You have spend too much time in Uzbekistan, when

  • The police knows the content of your bags better than you
  • You walk around on the black market like some war lord with a way too arrogant attitude just so you don’t get fooled
  • You carry at least half a kilo of money in your hand
  • You always order shashlik, because no matter how many dishes they offer, they only have shashlik anyway.
  • You always count money, even when you got it from an ATM
  • You bring your own toilet paper, but you „do not throw it in the toilet bowl!“

….and you have spend too much time in Uzbekistan, BECAUSE

  • You have been registered by the highway patrol at least 10 times
  • You can answer emails of the last three weeks while you upload a 1.5 MB image
  • You were running around a whole day to find an ATM with actually money in it

You have spend too much time in Tadjikistan, when

  • You found bottled water that doesn’t taste like sewage
  • You roll down to 4500m
  • You consider crossing the Sahara by bicycle challenging rather than impossible.
You have been in Turkmenistan, if you know this guy
You have been in Turkmenistan, if you know this guy

 

4 thoughts on “Adaption – Persia and Central Asia

  1. Hallo Wolfgang und Cora, wir freuen uns sehr, wieder von Euch zu hören.
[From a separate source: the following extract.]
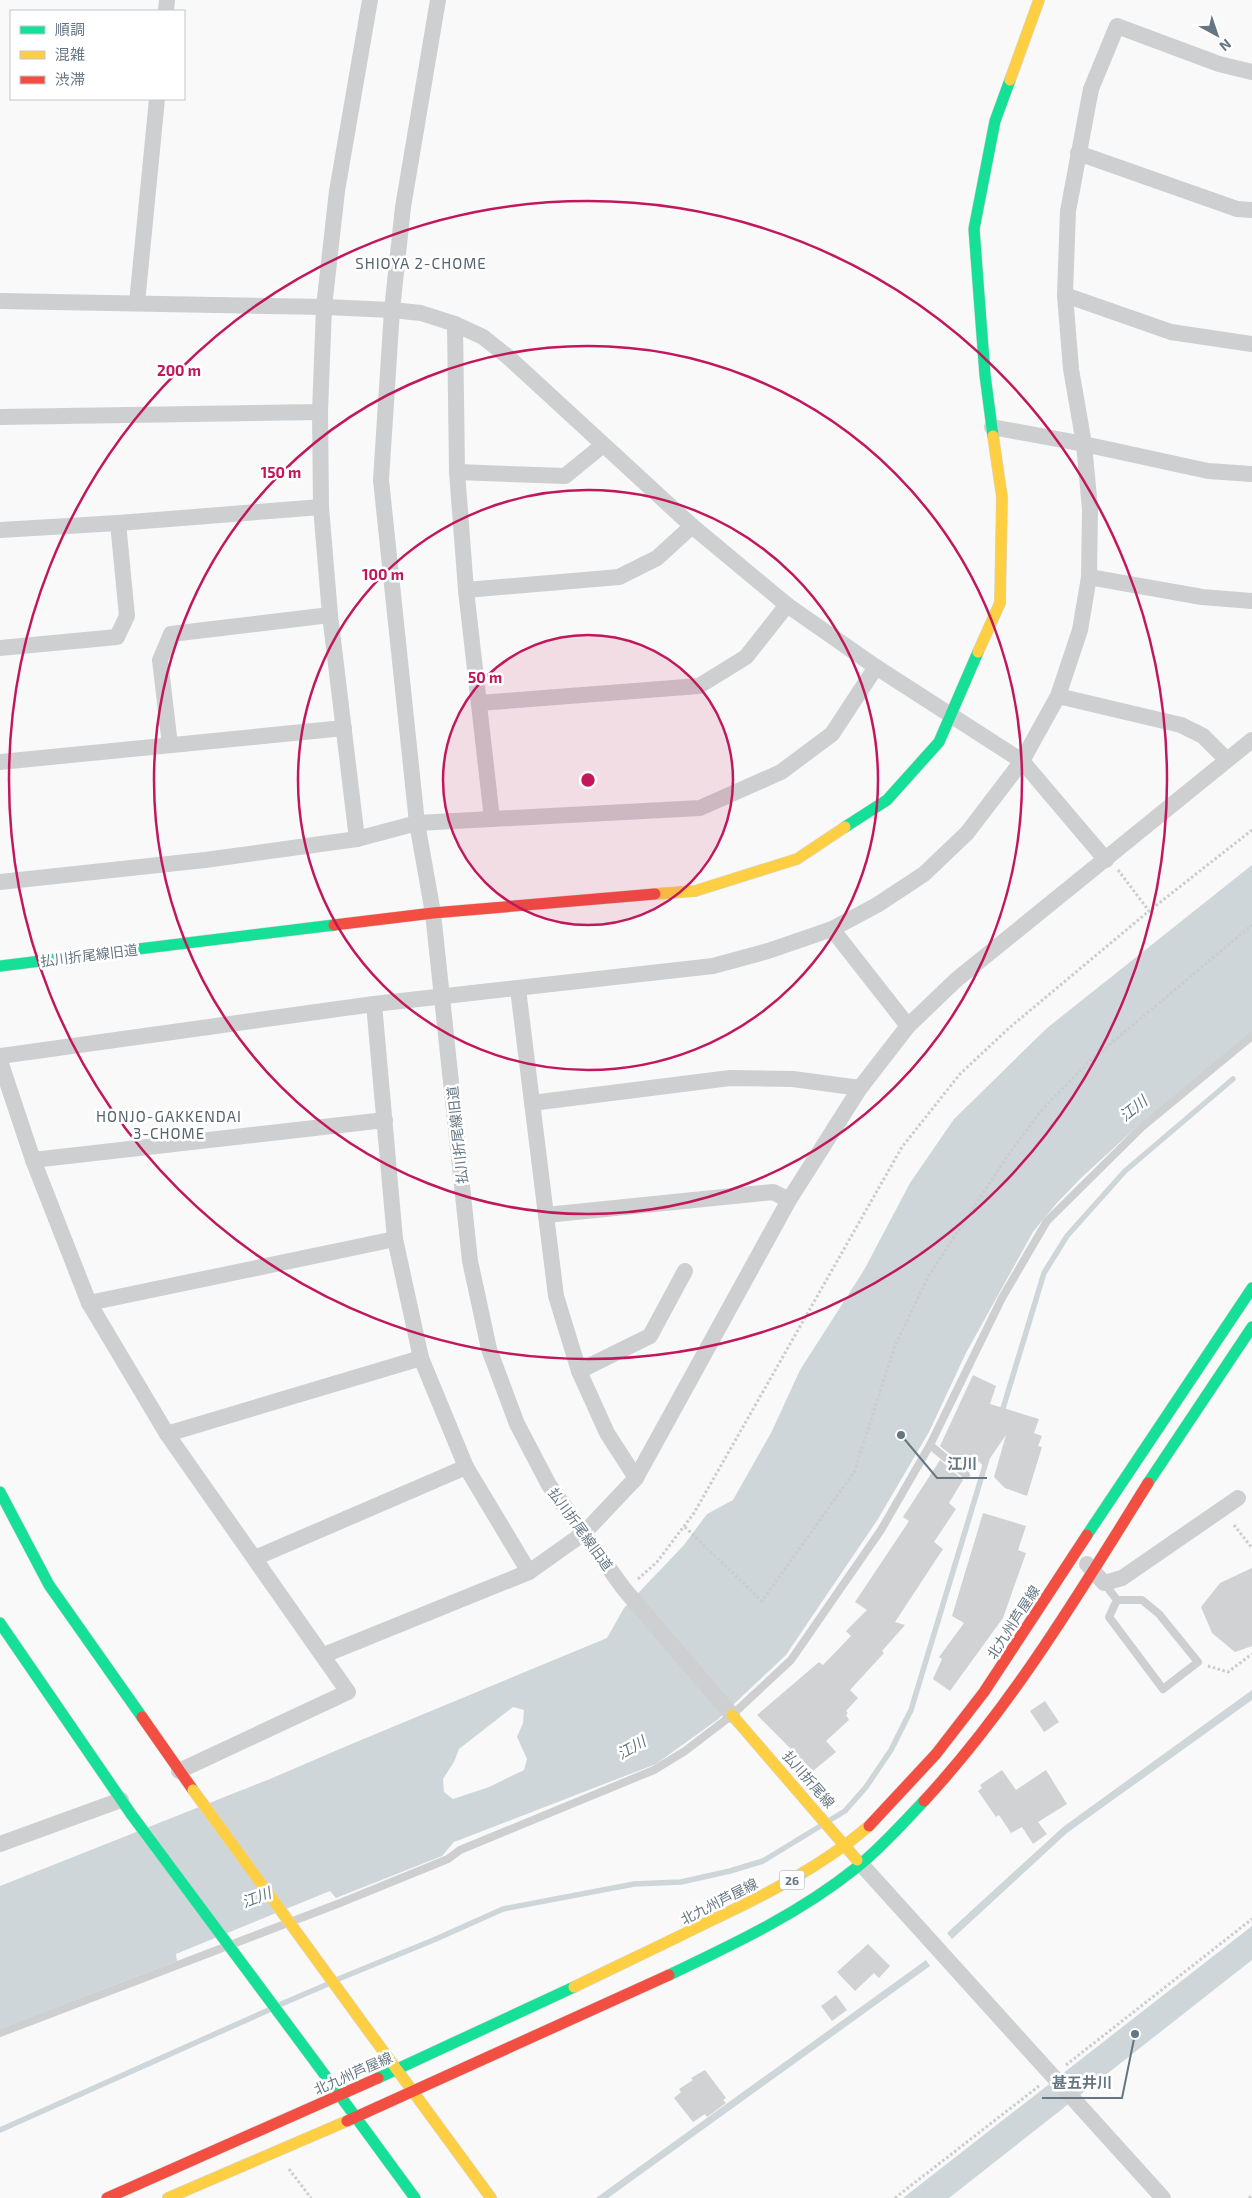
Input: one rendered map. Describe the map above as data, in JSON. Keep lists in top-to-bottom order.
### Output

Oh,mann,was ihr alles erlebt. Echt Respekt für euer Durchhaltevermögen! Gut,dass du Cora wieder gesund bist! Weiterhin eine gute Reise und wir freuen uns schon auf eure nächsten posts!
    LG Isolde, Paul,David und Maya

  2. diiiooss miiioooo !!!
    que pena !!! meine Lieebn ! ich lache während dem Lesen und bekomme gleichzeitig Gänsehaut. Es fühlt sich quasi an, als wäre ich selbst in der Geschichte dabei, so herrlich und emotional schreibt ihr !!! Vielen Dank für die lieben Zeilen, die Karte aus dem iran kam an !! 🙂 Gar nicht so lange gebraucht hat sie. 4 Wochen.
    Hier in Deutschland ist es zz sehr warm. Es ist Sommer und so einen hatten wir gefühlt schon lange nicht mehr. Es ist wunderschön, die Nächte lang, obwohl sie schon wieder kürzer werden. Auch nächste Woche soll es noch shcön werden. In 4 Wochen darf auch ich in den urlaub gehen und werde mich in die Berge verziehen .
    Ansonsten ist hier alles beim Alten. Passt auf euch auf und macht weiter! Ich drück dich , Cora !!!
    Magda

    1. ach und verwirrt hat mich der comment: „you marry, just because there is an amazing building for that“. 🙂

      1. In Ashgabat gibt’s den Wedding Palace. Das ist ein Gebaude zum Heiraten. Ausschliesslich dafuer gebaut. Da kann man dann mit 5000 Gaesten heiraten und der Praesident kommt auch noch dazu, weil man ja dann reich sein muss.